MATERIAL FOR THIS EXERCISE START

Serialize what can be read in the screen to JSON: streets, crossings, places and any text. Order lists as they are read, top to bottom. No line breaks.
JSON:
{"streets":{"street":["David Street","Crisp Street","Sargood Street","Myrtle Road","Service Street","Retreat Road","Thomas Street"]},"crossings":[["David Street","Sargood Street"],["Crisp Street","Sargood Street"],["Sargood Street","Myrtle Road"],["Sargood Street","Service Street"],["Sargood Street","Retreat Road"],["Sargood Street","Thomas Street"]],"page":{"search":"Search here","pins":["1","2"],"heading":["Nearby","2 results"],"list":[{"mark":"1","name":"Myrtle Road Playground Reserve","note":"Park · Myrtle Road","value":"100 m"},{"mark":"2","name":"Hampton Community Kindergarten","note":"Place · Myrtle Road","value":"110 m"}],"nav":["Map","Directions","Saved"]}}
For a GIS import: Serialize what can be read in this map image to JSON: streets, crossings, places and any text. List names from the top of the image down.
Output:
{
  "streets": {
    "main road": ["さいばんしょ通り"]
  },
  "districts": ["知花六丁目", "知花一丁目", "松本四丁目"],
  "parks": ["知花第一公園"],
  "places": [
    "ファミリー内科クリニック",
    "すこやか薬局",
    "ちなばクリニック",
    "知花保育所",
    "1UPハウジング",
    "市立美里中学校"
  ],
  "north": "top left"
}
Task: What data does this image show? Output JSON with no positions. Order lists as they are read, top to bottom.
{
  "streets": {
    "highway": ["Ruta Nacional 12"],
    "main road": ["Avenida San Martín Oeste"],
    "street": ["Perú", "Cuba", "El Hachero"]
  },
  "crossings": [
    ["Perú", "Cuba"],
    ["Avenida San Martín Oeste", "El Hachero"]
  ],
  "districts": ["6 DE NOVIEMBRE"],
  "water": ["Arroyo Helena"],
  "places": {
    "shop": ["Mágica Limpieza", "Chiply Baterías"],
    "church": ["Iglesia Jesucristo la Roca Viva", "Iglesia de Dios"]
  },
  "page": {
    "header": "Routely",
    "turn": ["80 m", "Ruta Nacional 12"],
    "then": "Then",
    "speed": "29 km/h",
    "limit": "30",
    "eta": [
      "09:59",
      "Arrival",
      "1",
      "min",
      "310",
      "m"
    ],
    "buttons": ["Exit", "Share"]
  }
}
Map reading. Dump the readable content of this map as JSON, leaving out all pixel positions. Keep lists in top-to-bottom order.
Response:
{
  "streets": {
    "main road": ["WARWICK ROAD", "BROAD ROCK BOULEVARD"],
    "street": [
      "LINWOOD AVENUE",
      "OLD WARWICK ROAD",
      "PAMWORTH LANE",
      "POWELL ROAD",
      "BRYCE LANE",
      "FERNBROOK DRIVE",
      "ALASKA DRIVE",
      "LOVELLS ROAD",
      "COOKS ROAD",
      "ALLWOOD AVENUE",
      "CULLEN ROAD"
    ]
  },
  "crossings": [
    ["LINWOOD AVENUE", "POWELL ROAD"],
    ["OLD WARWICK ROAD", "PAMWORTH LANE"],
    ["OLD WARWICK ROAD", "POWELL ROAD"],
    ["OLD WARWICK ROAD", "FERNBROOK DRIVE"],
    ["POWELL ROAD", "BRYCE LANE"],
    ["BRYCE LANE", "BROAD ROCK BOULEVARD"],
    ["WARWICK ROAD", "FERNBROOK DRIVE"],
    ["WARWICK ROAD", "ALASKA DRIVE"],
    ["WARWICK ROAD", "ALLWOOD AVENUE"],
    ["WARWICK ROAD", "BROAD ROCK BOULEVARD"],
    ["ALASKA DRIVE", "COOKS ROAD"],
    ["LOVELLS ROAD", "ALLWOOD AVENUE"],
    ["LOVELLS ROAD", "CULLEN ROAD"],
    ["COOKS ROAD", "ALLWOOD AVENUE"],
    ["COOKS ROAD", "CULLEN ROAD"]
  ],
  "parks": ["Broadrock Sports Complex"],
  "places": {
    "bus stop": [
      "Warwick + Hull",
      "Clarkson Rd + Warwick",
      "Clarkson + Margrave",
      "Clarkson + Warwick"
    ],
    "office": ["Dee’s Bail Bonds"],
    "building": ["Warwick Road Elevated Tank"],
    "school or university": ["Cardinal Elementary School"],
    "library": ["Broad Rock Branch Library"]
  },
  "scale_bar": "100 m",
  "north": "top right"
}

MATERIAL FOR THIS EXERCISE END

**THE TASK**: Word for word, write out each of the records above.

**ANSWER BELOW**:
Serialize what can be read in the screen to JSON: streets, crossings, places and any text. Order lists as they are read, top to bottom. No line breaks.
JSON:
{"streets":{"street":["David Street","Crisp Street","Sargood Street","Myrtle Road","Service Street","Retreat Road","Thomas Street"]},"crossings":[["David Street","Sargood Street"],["Crisp Street","Sargood Street"],["Sargood Street","Myrtle Road"],["Sargood Street","Service Street"],["Sargood Street","Retreat Road"],["Sargood Street","Thomas Street"]],"page":{"search":"Search here","pins":["1","2"],"heading":["Nearby","2 results"],"list":[{"mark":"1","name":"Myrtle Road Playground Reserve","note":"Park · Myrtle Road","value":"100 m"},{"mark":"2","name":"Hampton Community Kindergarten","note":"Place · Myrtle Road","value":"110 m"}],"nav":["Map","Directions","Saved"]}}
For a GIS import: Serialize what can be read in this map image to JSON: streets, crossings, places and any text. List names from the top of the image down.
Output:
{
  "streets": {
    "main road": ["さいばんしょ通り"]
  },
  "districts": ["知花六丁目", "知花一丁目", "松本四丁目"],
  "parks": ["知花第一公園"],
  "places": [
    "ファミリー内科クリニック",
    "すこやか薬局",
    "ちなばクリニック",
    "知花保育所",
    "1UPハウジング",
    "市立美里中学校"
  ],
  "north": "top left"
}
Task: What data does this image show? Output JSON with no positions. Order lists as they are read, top to bottom.
{
  "streets": {
    "highway": ["Ruta Nacional 12"],
    "main road": ["Avenida San Martín Oeste"],
    "street": ["Perú", "Cuba", "El Hachero"]
  },
  "crossings": [
    ["Perú", "Cuba"],
    ["Avenida San Martín Oeste", "El Hachero"]
  ],
  "districts": ["6 DE NOVIEMBRE"],
  "water": ["Arroyo Helena"],
  "places": {
    "shop": ["Mágica Limpieza", "Chiply Baterías"],
    "church": ["Iglesia Jesucristo la Roca Viva", "Iglesia de Dios"]
  },
  "page": {
    "header": "Routely",
    "turn": ["80 m", "Ruta Nacional 12"],
    "then": "Then",
    "speed": "29 km/h",
    "limit": "30",
    "eta": [
      "09:59",
      "Arrival",
      "1",
      "min",
      "310",
      "m"
    ],
    "buttons": ["Exit", "Share"]
  }
}
Map reading. Dump the readable content of this map as JSON, leaving out all pixel positions. Keep lists in top-to-bottom order.
Response:
{
  "streets": {
    "main road": ["WARWICK ROAD", "BROAD ROCK BOULEVARD"],
    "street": [
      "LINWOOD AVENUE",
      "OLD WARWICK ROAD",
      "PAMWORTH LANE",
      "POWELL ROAD",
      "BRYCE LANE",
      "FERNBROOK DRIVE",
      "ALASKA DRIVE",
      "LOVELLS ROAD",
      "COOKS ROAD",
      "ALLWOOD AVENUE",
      "CULLEN ROAD"
    ]
  },
  "crossings": [
    ["LINWOOD AVENUE", "POWELL ROAD"],
    ["OLD WARWICK ROAD", "PAMWORTH LANE"],
    ["OLD WARWICK ROAD", "POWELL ROAD"],
    ["OLD WARWICK ROAD", "FERNBROOK DRIVE"],
    ["POWELL ROAD", "BRYCE LANE"],
    ["BRYCE LANE", "BROAD ROCK BOULEVARD"],
    ["WARWICK ROAD", "FERNBROOK DRIVE"],
    ["WARWICK ROAD", "ALASKA DRIVE"],
    ["WARWICK ROAD", "ALLWOOD AVENUE"],
    ["WARWICK ROAD", "BROAD ROCK BOULEVARD"],
    ["ALASKA DRIVE", "COOKS ROAD"],
    ["LOVELLS ROAD", "ALLWOOD AVENUE"],
    ["LOVELLS ROAD", "CULLEN ROAD"],
    ["COOKS ROAD", "ALLWOOD AVENUE"],
    ["COOKS ROAD", "CULLEN ROAD"]
  ],
  "parks": ["Broadrock Sports Complex"],
  "places": {
    "bus stop": [
      "Warwick + Hull",
      "Clarkson Rd + Warwick",
      "Clarkson + Margrave",
      "Clarkson + Warwick"
    ],
    "office": ["Dee’s Bail Bonds"],
    "building": ["Warwick Road Elevated Tank"],
    "school or university": ["Cardinal Elementary School"],
    "library": ["Broad Rock Branch Library"]
  },
  "scale_bar": "100 m",
  "north": "top right"
}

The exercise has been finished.